First, both of your variants have the problem of not handling characters outside the BMP correctly.
To support these characters, there is codePoints() as an alternative to chars(). You can use appendCodePoint on the target StringBuilder to consistently use codepoints throughout the entire operation. For this, you have to remove the unnecessary .mapToObj(ch -> (char) ch) step, whose removal also eliminates the overhead of creating a Stream<Character>.
Then, you can avoid the conversion to a String in both cases, by encoding the StringBuilder using the Charset directly. In the case of the stream variant:
StringBuilder sb = s.codePoints()
.filter(Character::isDigit)
.collect(StringBuilder::new,
StringBuilder::appendCodePoint, StringBuilder::append);
ByteBuffer bb = StandardCharsets.UTF_8.encode(CharBuffer.wrap(sb));
byte[] utf8Bytes = new byte[bb.remaining()];
bb.get(utf8Bytes);
Performing the conversion directly with the stream of codepoints is not easy. Not only is there no such support in the Charset API, there is no straight-forward way to collect a Stream into a byte[] array.
One possibility is
byte[] utf8Bytes = s.codePoints()
.filter(Character::isDigit)
.flatMap(c -> c<128? IntStream.of(c):
c<0x800? IntStream.of((c>>>6)|0xC0, c&0x3f|0x80):
c<0x10000? IntStream.of((c>>>12)|0xE0, (c>>>6)&0x3f|0x80, c&0x3f|0x80):
IntStream.of((c>>>18)|0xF0, (c>>>12)&0x3f|0x80, (c>>>6)&0x3f|0x80, c&0x3f|0x80))
.collect(
() -> new Object() { byte[] array = new byte[8]; int size;
byte[] result(){ return array.length==size? array: Arrays.copyOf(array,size); }
},
(b,i) -> {
if(b.array.length == b.size) b.array=Arrays.copyOf(b.array, b.size*2);
b.array[b.size++] = (byte)i;
},
(a,b) -> {
if(a.array.length<a.size+b.size) a.array=Arrays.copyOf(a.array,a.size+b.size);
System.arraycopy(b.array, 0, a.array, a.size, b.size);
a.size+=b.size;
}).result();
The flatMap step converts the stream of codepoints to a stream of UTF-8 unit. (Compare with the UTF-8 description on Wikipedia) The collect step collects int values into a byte[] array.

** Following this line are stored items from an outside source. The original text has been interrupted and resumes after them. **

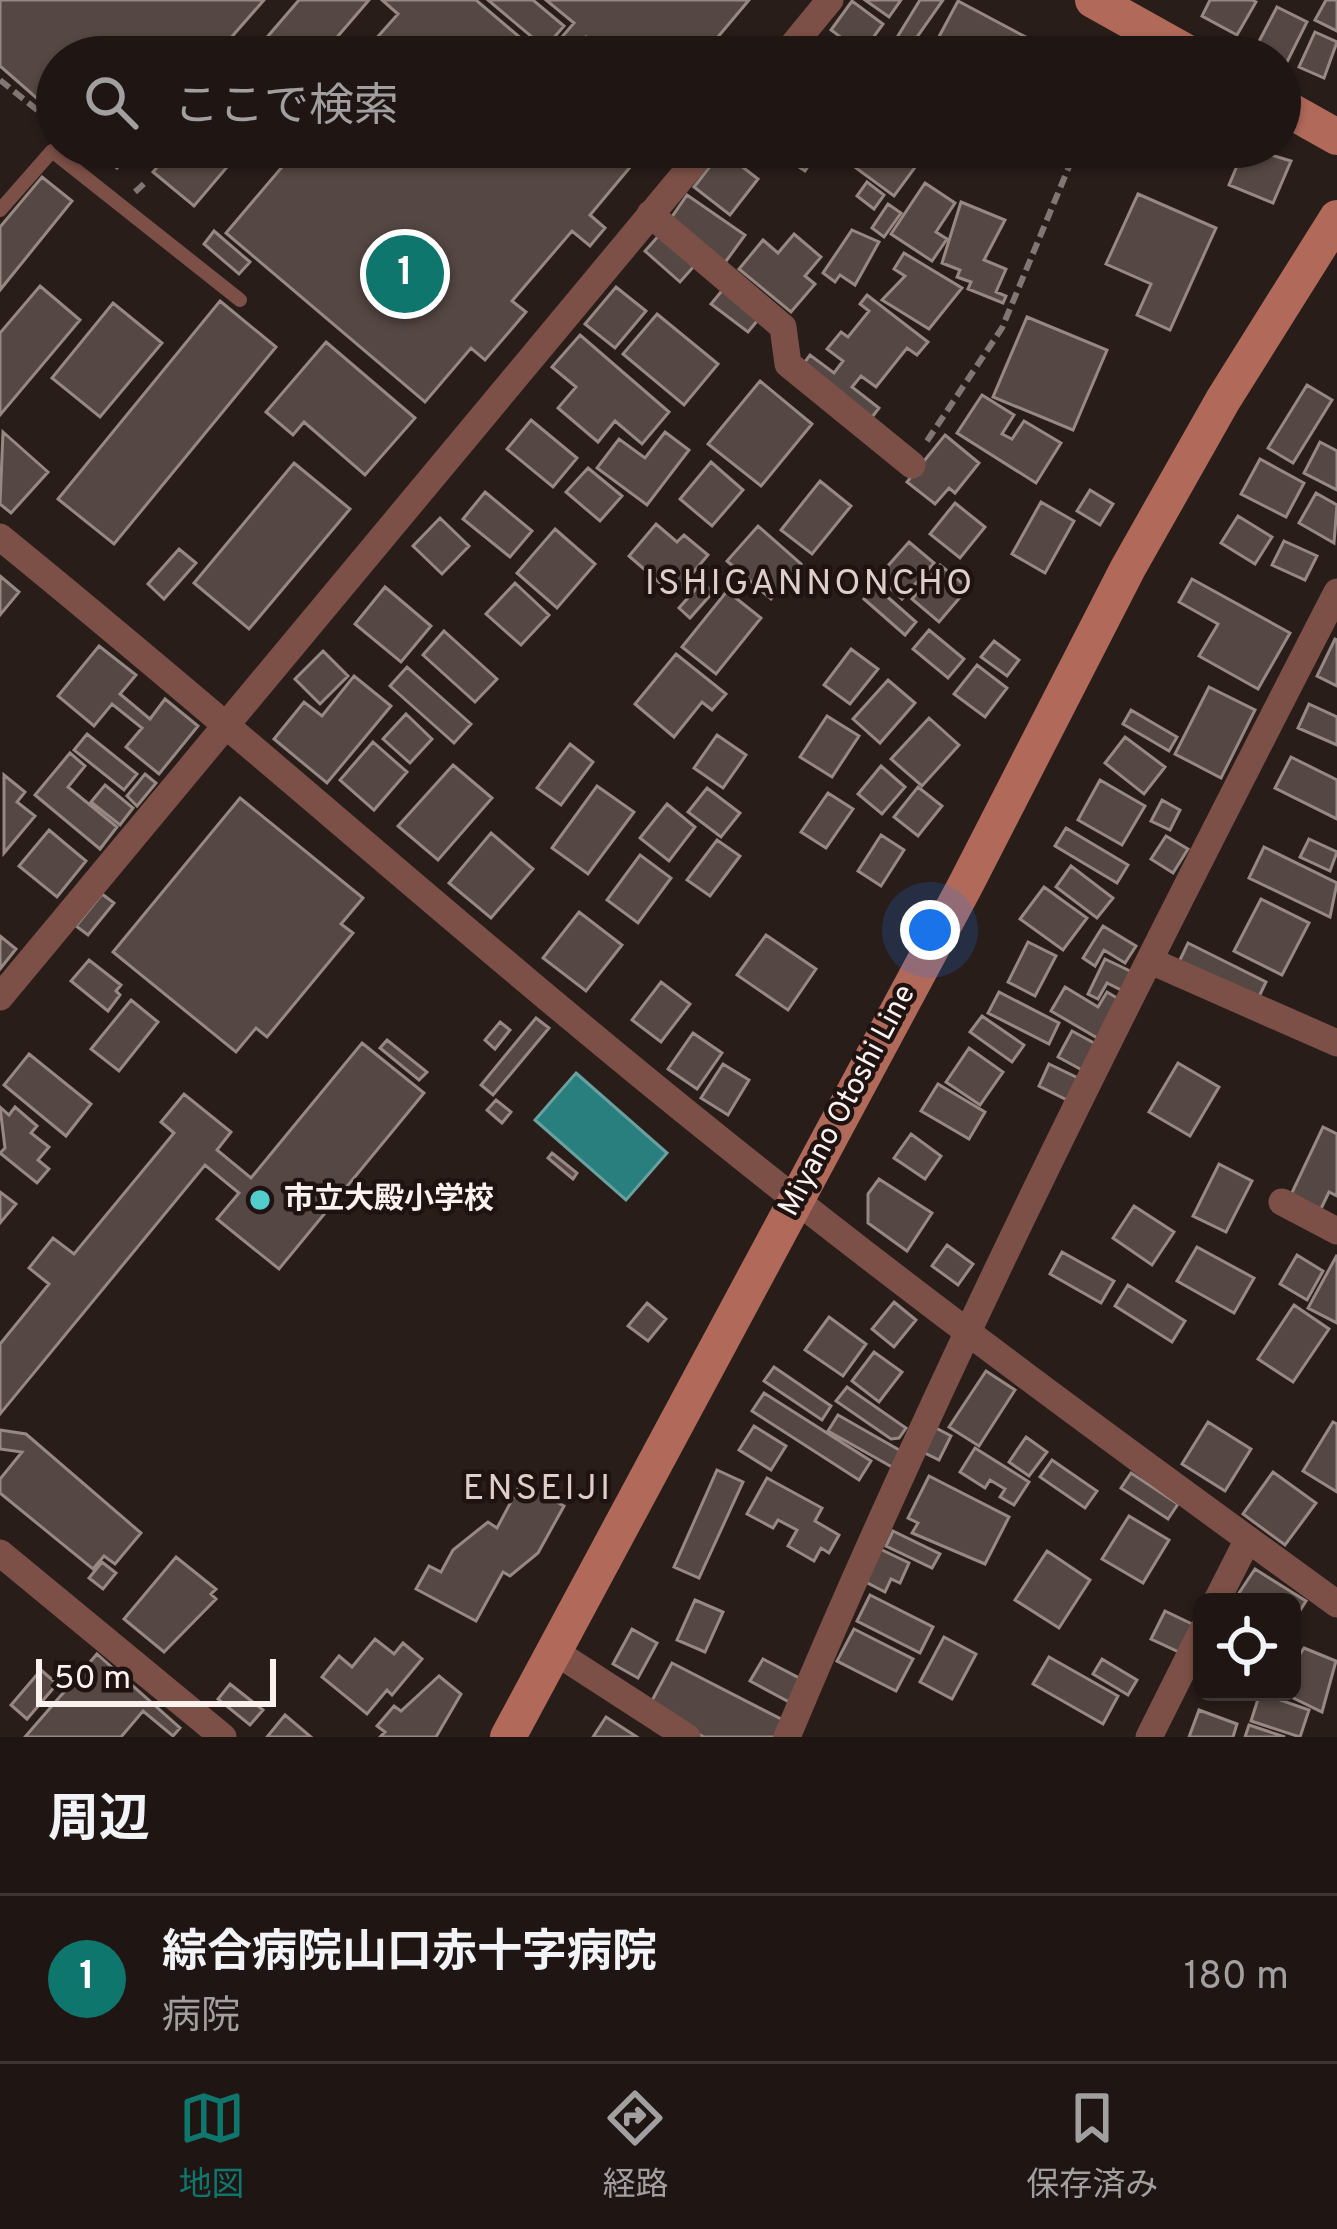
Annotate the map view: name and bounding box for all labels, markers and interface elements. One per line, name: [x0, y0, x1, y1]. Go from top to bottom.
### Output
search box: [36, 36, 1301, 168]
icon: search: [78, 69, 144, 135]
text: ここで検索: [174, 80, 399, 137]
pin: 1: [366, 229, 444, 319]
district label: ISHIGANNONCHO: [645, 562, 975, 608]
your location: [900, 900, 960, 960]
street label: Miyano Otoshi Line: [771, 979, 925, 1223]
place label: 市立大殿小学校: [284, 1182, 494, 1219]
marker: 市立大殿小学校: [247, 1187, 273, 1213]
district label: ENSEIJI: [463, 1467, 613, 1513]
map controls: [1193, 1593, 1301, 1701]
button: locate: [1193, 1593, 1301, 1701]
scale bar: [36, 1653, 276, 1706]
text: 50 m: [54, 1659, 131, 1701]
text: 周辺: [48, 1790, 150, 1855]
text: 綜合病院山口赤十字病院: [162, 1926, 657, 1983]
text: 1: [79, 1954, 95, 2003]
text: 180 m: [1184, 1954, 1289, 2003]
text: 病院: [162, 1994, 240, 2043]
tab: 地図: [179, 2085, 245, 2208]
tab: 経路: [602, 2085, 668, 2208]
tab: 保存済み: [1026, 2085, 1158, 2208]

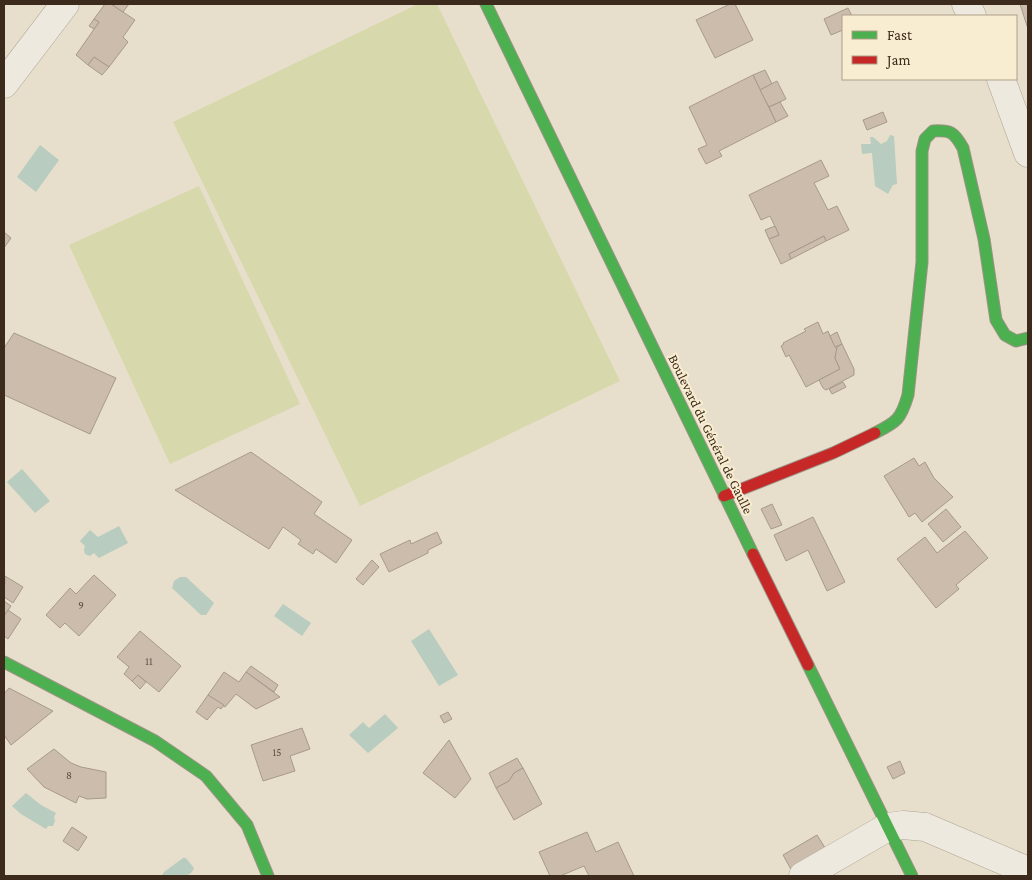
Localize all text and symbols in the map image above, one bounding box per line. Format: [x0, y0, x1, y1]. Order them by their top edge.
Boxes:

It’s possible to eliminate the flatMap step by creating a dedicate collector which collects a stream of codepoints directly into a byte[] array
byte[] utf8Bytes = s.codePoints()
.filter(Character::isDigit)
.collect(
() -> new Object() { byte[] array = new byte[8]; int size;
byte[] result(){ return array.length==size? array: Arrays.copyOf(array,size); }
void put(int c) {
if(array.length == size) array=Arrays.copyOf(array, size*2);
array[size++] = (byte)c;
}
},
(b,c) -> {
if(c < 128) b.put(c);
else {
if(c<0x800) b.put((c>>>6)|0xC0);
else {
if(c<0x10000) b.put((c>>>12)|0xE0);
else {
b.put((c>>>18)|0xF0);
b.put((c>>>12)&0x3f|0x80);
}
b.put((c>>>6)&0x3f|0x80);
}
b.put(c&0x3f|0x80);
}
},
(a,b) -> {
if(a.array.length<a.size+b.size) a.array=Arrays.copyOf(a.array,a.size+b.size);
System.arraycopy(b.array, 0, a.array, a.size, b.size);
a.size+=b.size;
}).result();
but it doesn’t add to readability.
You can test the solutions using a String like
String s = "some test text 1234 ✔ 3 𝟝";
and printing the result as
System.out.println(Arrays.toString(utf8Bytes));
System.out.println(new String(utf8Bytes, StandardCharsets.UTF_8));
which should produce
[49, 50, 51, 52, -17, -68, -109, -16, -99, -97, -99]
12343𝟝
It should be obvious that the first variant is the simplest, and it will have reasonable performance, even if it doesn’t create a byte[] array directly. Further, it’s the only variant which can be adapted for getting other result charsets.
But even the
byte[] utf8Bytes = s.codePoints()
.filter(Character::isDigit)
.collect(StringBuilder::new,
StringBuilder::appendCodePoint, StringBuilder::append)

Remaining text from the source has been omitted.